We mainly purchased books with super-large print. THERE IS NO EXCUSE TO WRITE A CHILD’S BOOK WITH SMALL PRINT. None whatsoever. We thought we were doing a great job until someone challenged us to do more. David did not speak until after he was two (another story for another day), and a friend’s mother commented that we did not read to him enough. I was thoroughly insulted. At first I thought she was making a racist remark (because her husband was a jerk) but after I allowed my own negative thoughts to give way to her message, I understood that she was not insulting me, but rather challenging us. In her view, we needed to read David no less than five (5) books per day to encourage him to speak. At the time we were reading him two (2)-to-three (3) books per day, which is well over the “minimum” standard of one book per day, or so we thought.
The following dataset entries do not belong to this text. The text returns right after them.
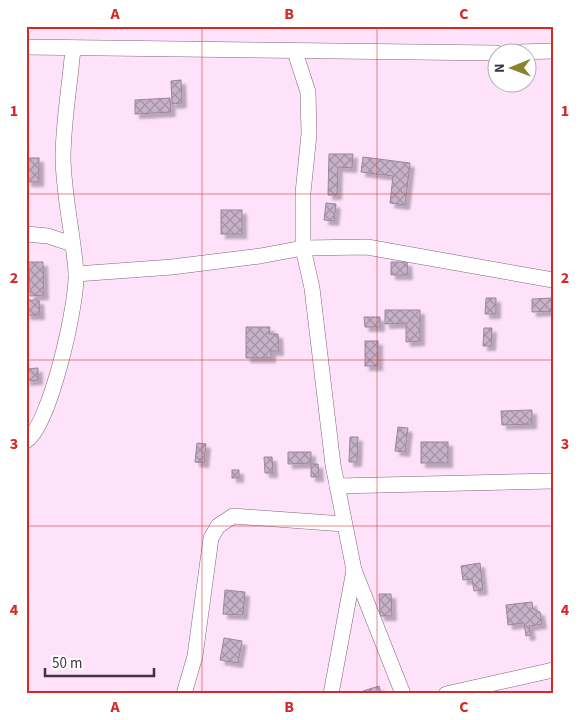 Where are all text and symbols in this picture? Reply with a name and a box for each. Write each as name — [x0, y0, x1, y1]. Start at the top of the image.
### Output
text: A — [109, 3, 120, 25]
text: B — [284, 3, 294, 25]
text: C — [459, 3, 469, 25]
north arrow — [486, 42, 536, 92]
text: N — [490, 63, 510, 73]
text: 1 — [10, 100, 18, 122]
text: 1 — [561, 100, 569, 122]
text: 2 — [10, 267, 18, 289]
text: 2 — [561, 267, 569, 289]
text: 3 — [10, 433, 18, 455]
text: 3 — [561, 433, 569, 455]
text: 4 — [10, 599, 19, 621]
text: 4 — [561, 599, 570, 621]
scale bar — [45, 645, 154, 677]
text: 50 m — [52, 653, 82, 674]
text: A — [109, 696, 120, 718]
text: B — [284, 696, 294, 718]
text: C — [459, 696, 469, 718] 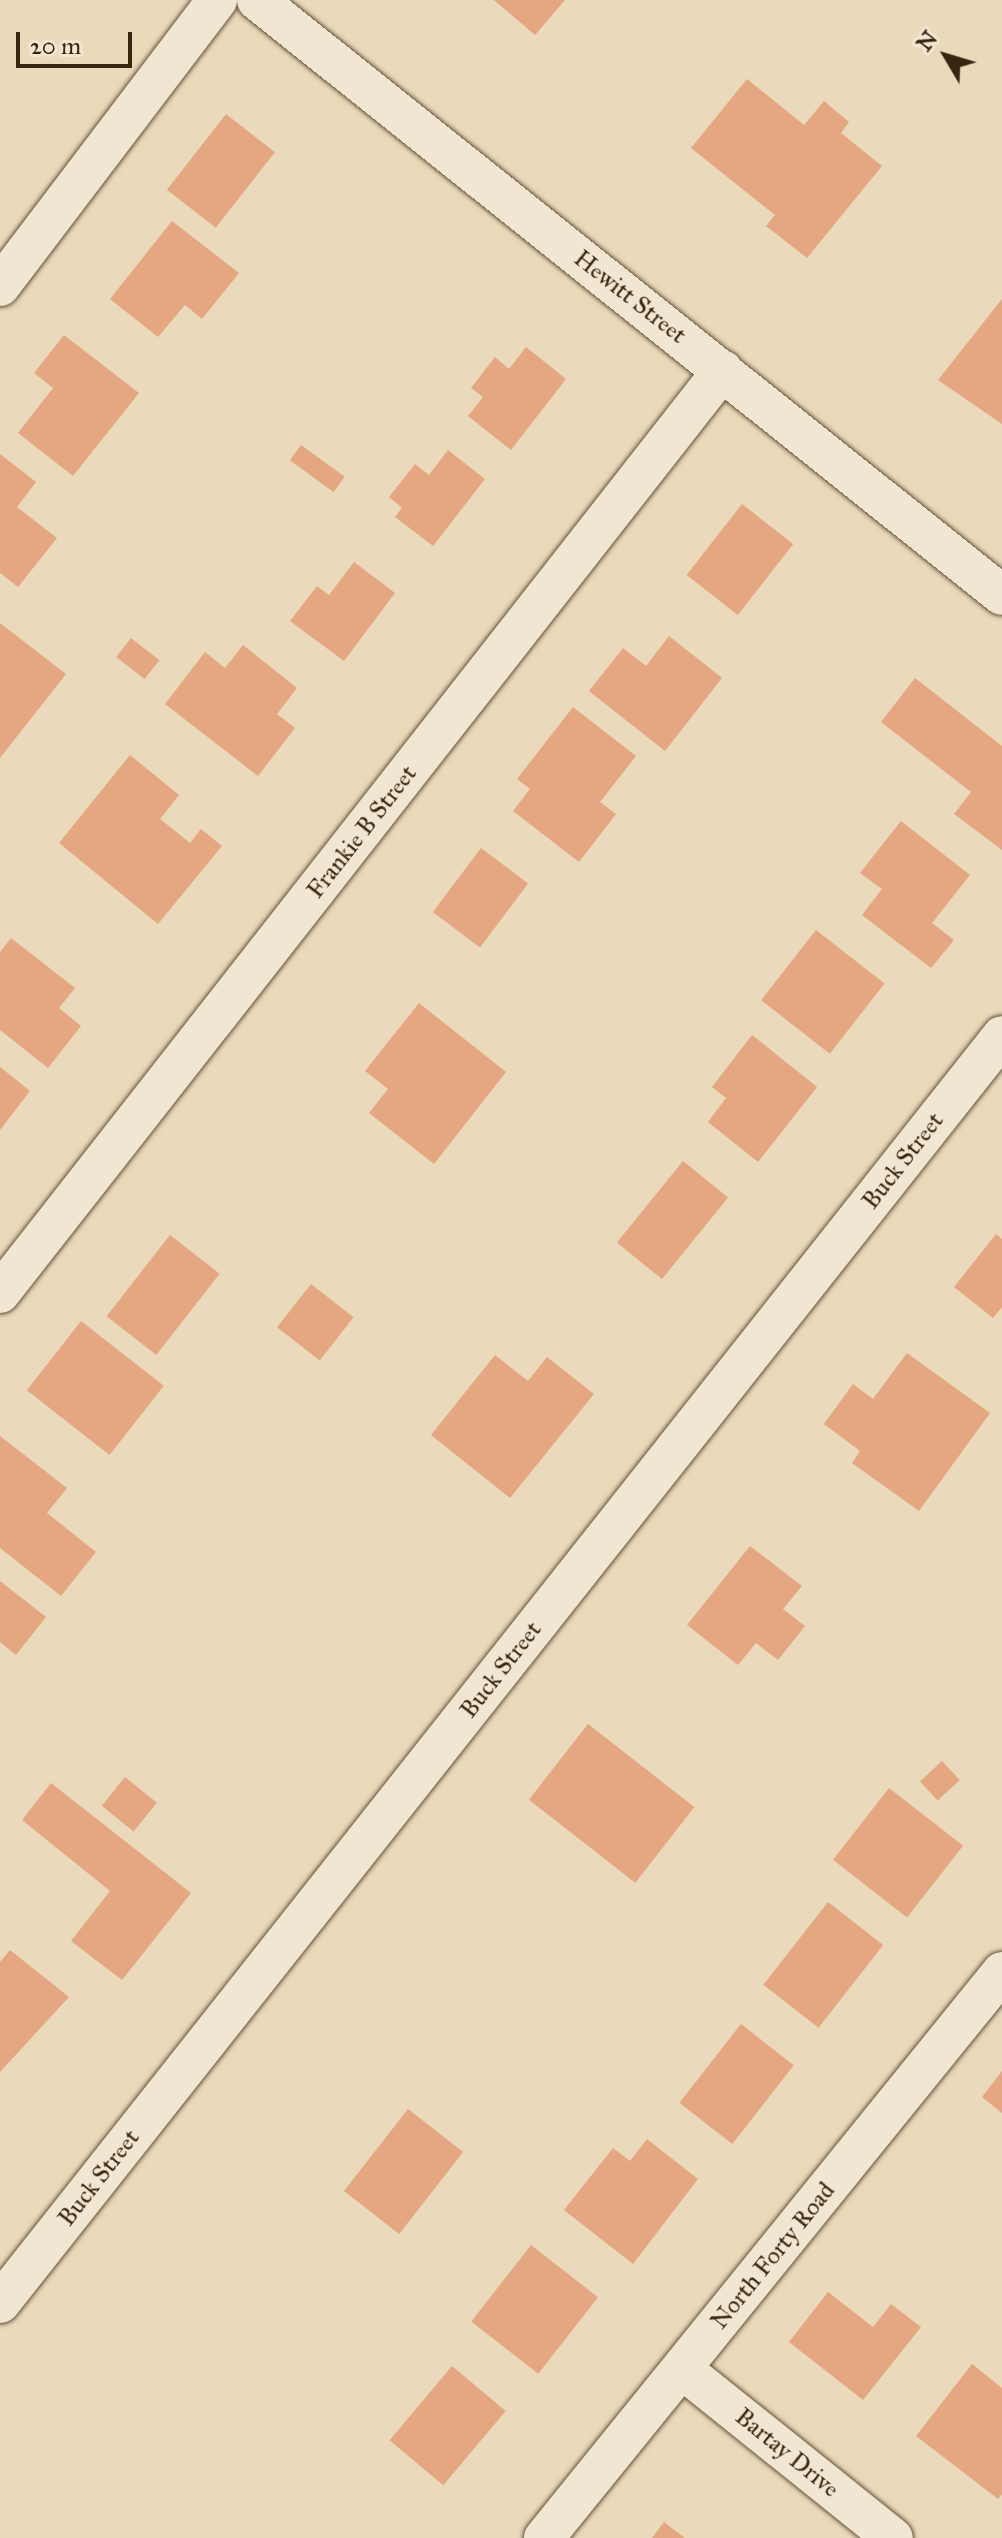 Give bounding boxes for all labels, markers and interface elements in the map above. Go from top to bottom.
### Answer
scale bar [20,16,136,66]
north arrow [906,16,986,96]
text: N [910,25,943,57]
text: 20 m [30,31,81,61]
street label: Hewitt Street [568,244,692,350]
street label: Frankie B Street [301,760,423,904]
street label: Buck Street [856,1107,950,1215]
street label: Buck Street [454,1616,548,1724]
street label: Buck Street [52,2124,146,2232]
street label: North Forty Road [705,2177,841,2335]
street label: Bartay Drive [729,2402,845,2504]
I have no idea why this worked, but he was talking in less than a month. Moreover, he was reading by 5. The best part – we had an excuse to hold our son a few extra times per day. Does it get any better than that?

Children can’t read what they can’t see, and children can learn whatever they are taught in a loving pleasing manner. If you think your child can, and then show them how, they will learn. Be patient with your child and yourself, but don’t forget to enjoy the ride.

*Note: At a friend's suggestion, we are considering sending him to the School for the Blind so he can become more independent. Considering, but not quite sold on the idea.

Friday, March 25, 2011

Miracle of Sight

“Every moment of light and dark is a miracle.”
Walt Whitman

David was born with Retinopathy of Prematurity, or ROP. It is a natural condition of severe prematurity. ROP is exacerbated by the use of oxygen, which causes extra blood veins to forms in the back of the eyes, blocking vision. ROP is responsible for more blindness among children in the United States than all other causes combined. His doctors cautioned us that at best case, he will probably never see without glasses. At worst case, he could be blind.

When he was three days old, he started seeing a world-renowned ophthalmologist from Newport Beach, California. At three months, his ophthalmologist performed the first round of surgery on both eyes. David was less than three months old and less than 3 pounds in weight at the time. He felt at that time that David needed at least one more round of surgery but that partial blindness was still the likely outcome.

One week later, on September 7, 1998, David Bear opened his big pretty eyes and I got to gaze into his eyes for the first time in his eighty (80) days of life. It was love at first sight.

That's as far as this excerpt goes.